Type 2 diabetes mellitus (T2DM) is a chronic disorder determined by lifestyle and genes. It is associated with chronic hyperglycaemia along with other metabolic abnormalities. It is also one of the risk factors for cardiovascular disease (CVD). This disease is due to insulin resistance and/or deficiency as well as increased hepatic glucose output. According to the Third National Health and Morbidity Survey (3rd NHMS), the prevalence of T2DM for adults aged 30 years and above is 14.9%, increased by almost 80% from 1996 to 2006. Dietary composition may affect insulin sensitivity, postprandial triacylglycerol concentration and the risk of T2DM. The role of dietary fats in T2DM is of particular interest and has been clinically studied for many decades. The type of fat we ingest every day consists of different types of fatty acids and different degree of saturation, which in turn influence glucose metabolism by altering cell membrane function, enzyme activity, insulin signalling and gene expression. Previous studies demonstrated that interesterification of dietary fat alter postprandial lipaemia. Saturated fat such as palm olein has been reported to display lower postprandial lipaemia after interesterification. Changing the structure of triacylglycerol (TAG) alters the physical properties of dietary fat which affects digestibility, metabolism and atherogenicity. A recent study conducted by Sanders and co-workers demonstrated reduced levels of plasma glucose-dependent insulinotropic polypeptide (GIP) following both the lard and interesterified palm olein (IPO) compared with the palm olein (PO) and high oleic sunflower oil (HOS) diets in healthy subjects. The GIP and glucagon-like peptide-1 (GLP-1) are major players in the modulation of postprandial insulin secretion by the pancreas. Although GIP secretion in response to meals is normal in patients with Type 2 diabetes mellitus (T2DM), GIP induced secretion of insulin is defective in diabetes. This is observed to be predominantly a defective stimulation of the late phase of insulin response (20-120 minutes). The effect of IPO on GIP may be exaggerated in T2DM patients with impaired insulin sensitivity. Hence, IPO may change the concentrations of gut hormones, postprandial lipaemia, insulinaemic response and CVD related haemostatic markers.

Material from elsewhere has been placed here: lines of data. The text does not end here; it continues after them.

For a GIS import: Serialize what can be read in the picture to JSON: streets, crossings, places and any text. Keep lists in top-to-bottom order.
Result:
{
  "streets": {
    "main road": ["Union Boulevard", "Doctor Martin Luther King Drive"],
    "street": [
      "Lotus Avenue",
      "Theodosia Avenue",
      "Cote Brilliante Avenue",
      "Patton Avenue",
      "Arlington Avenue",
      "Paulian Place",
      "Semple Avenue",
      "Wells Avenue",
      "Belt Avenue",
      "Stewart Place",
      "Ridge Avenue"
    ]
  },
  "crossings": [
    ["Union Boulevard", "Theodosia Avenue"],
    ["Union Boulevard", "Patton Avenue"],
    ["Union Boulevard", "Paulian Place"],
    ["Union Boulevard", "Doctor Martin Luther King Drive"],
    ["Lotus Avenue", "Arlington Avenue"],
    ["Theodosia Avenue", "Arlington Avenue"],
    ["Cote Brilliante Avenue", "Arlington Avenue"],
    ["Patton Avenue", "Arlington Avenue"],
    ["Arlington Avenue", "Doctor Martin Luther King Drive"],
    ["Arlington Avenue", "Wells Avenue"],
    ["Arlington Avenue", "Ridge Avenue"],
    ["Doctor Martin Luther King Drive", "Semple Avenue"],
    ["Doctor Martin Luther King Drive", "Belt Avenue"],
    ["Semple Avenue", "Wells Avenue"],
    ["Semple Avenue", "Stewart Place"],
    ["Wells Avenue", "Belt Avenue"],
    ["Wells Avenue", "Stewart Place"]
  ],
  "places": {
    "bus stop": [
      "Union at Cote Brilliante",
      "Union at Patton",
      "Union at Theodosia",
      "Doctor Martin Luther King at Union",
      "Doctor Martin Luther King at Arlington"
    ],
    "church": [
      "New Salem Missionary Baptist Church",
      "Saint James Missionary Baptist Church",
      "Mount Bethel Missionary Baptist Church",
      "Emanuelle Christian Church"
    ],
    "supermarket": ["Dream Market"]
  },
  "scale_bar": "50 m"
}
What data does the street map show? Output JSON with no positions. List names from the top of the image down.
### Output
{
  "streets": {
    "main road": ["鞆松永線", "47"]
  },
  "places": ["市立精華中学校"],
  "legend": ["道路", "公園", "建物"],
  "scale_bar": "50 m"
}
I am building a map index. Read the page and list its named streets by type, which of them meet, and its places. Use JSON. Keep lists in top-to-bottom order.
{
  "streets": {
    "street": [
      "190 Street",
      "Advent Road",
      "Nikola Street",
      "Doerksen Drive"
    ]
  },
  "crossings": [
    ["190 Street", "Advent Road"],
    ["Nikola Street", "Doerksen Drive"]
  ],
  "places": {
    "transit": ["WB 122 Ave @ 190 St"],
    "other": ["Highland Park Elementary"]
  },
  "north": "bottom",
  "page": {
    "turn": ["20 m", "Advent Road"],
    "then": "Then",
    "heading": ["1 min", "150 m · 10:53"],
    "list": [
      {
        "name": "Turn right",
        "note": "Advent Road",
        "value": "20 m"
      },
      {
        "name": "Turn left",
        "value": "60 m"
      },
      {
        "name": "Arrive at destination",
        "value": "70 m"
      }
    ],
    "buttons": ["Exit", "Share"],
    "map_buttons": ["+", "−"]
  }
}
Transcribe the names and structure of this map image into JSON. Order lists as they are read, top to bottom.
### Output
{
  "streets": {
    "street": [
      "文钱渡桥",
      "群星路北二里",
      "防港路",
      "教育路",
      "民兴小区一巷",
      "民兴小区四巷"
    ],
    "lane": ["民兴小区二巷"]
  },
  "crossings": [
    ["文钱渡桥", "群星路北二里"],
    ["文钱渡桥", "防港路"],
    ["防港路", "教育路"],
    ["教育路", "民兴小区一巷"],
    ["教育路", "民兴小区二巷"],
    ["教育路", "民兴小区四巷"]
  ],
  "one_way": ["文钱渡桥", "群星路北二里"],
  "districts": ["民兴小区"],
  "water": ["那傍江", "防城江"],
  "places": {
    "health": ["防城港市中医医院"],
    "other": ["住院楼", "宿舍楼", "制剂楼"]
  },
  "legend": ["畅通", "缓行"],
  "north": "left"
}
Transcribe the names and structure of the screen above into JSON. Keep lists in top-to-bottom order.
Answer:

Subjects aged between 30 and 60 years old (male and female) with Type 2 diabetes mellitus (T2DM) will be recruited for this study. A randomized, crossover, double-blind study design will be carried out to investigate the acute effects of high fat meals prepared using palm olein (PO), chemically interesterified palm olein (IPO) and high oleic sunflower oil (HOS) (control) on study subjects with T2DM. Study subjects will have to undergo three postprandial challenges, separated by at least one week interval. Fasting blood sample and duplicate baseline blood samples will be taken in the morning of postprandial day. After that, subjects will be asked to consume a test meal consisting a high fat muffin baked using the aforementioned oils and a milkshake within 10 minutes. After meal, venous blood samples will be taken at time-points 15, 30, 60, 90, 120 min, 3 h, 4 h, 5 h, 6 h and post-heparin plasma 5 min and 15 min for analysis. Pulse wave analysis will be conducted to evaluate central blood pressure and arterial stiffness. Meal appreciation will be assessed by utilising visual analogue scale (VAS) before eating, after eating and at each time-point.
Study Type
INTERVENTIONAL
Allocation
RANDOMIZED
Purpose
PREVENTION
Masking
DOUBLE
Enrollment
23
Test meal consists of a high fat muffin (containing 50 g native palm olein) and a cup of milkshake, to be taken as breakfast for each postprandial study day.
Test meal consists of a high fat muffin (containing 50 g chemically interesterified palm olein) and a cup of milkshake, to be taken as breakfast for each postprandial study day.
Test meal consists of a high fat muffin (containing 50 g high oleic sunflower oil) and a cup of milkshake, to be taken as breakfast for each postprandial study day.
Malaysian Palm Oil Board (MPOB)
Kajang, Selangor, Malaysia
Hulu Langat District Health Office
Kajang, Selangor, Malaysia
Sepang District Health Office
Sepang, Selangor, Malaysia
Universiti Putra Malaysia
Serdang, Selangor, Malaysia
Selangor State Health Office
Shah Alam, Selangor, Malaysia
6-hour postprandial changes from fasting in glucose-dependent insulinotropic polypeptide (GIP)
To determine the postprandial changes of GIP.
Time frame: 0, 15, 30, 60, 90, 120 min, 3, 4, 5, 6 hour
6-hour postprandial changes from fasting in gut hormones
To determine the postprandial changes of ghrelin, glucagon-like peptide-1 (GLP-1), peptide YY (PYY) and cholecystokinin (CCK).
Time frame: 0, 15, 30, 60, 90, 120 min, 3, 4, 5, 6 h
6-hour postprandial changes from fasting in insulinaemic response
To determine the postprandial changes of glucose, insulin, C-peptide and non-esterified fatty acid (NEFA)
Time frame: 0, 15, 30, 60, 90, 120 min, 3, 4, 5, 6 hour
6-hour postprandial changes from fasting in lipaemia
To determine the postprandial changes of triacylglycerol (TAG) and apolipoprotein B48 (apoB48). To compare lipoprotein lipase (LPL) activity, chylomicron fatty acid composition and plasma fatty acid (PFA) composition across meals.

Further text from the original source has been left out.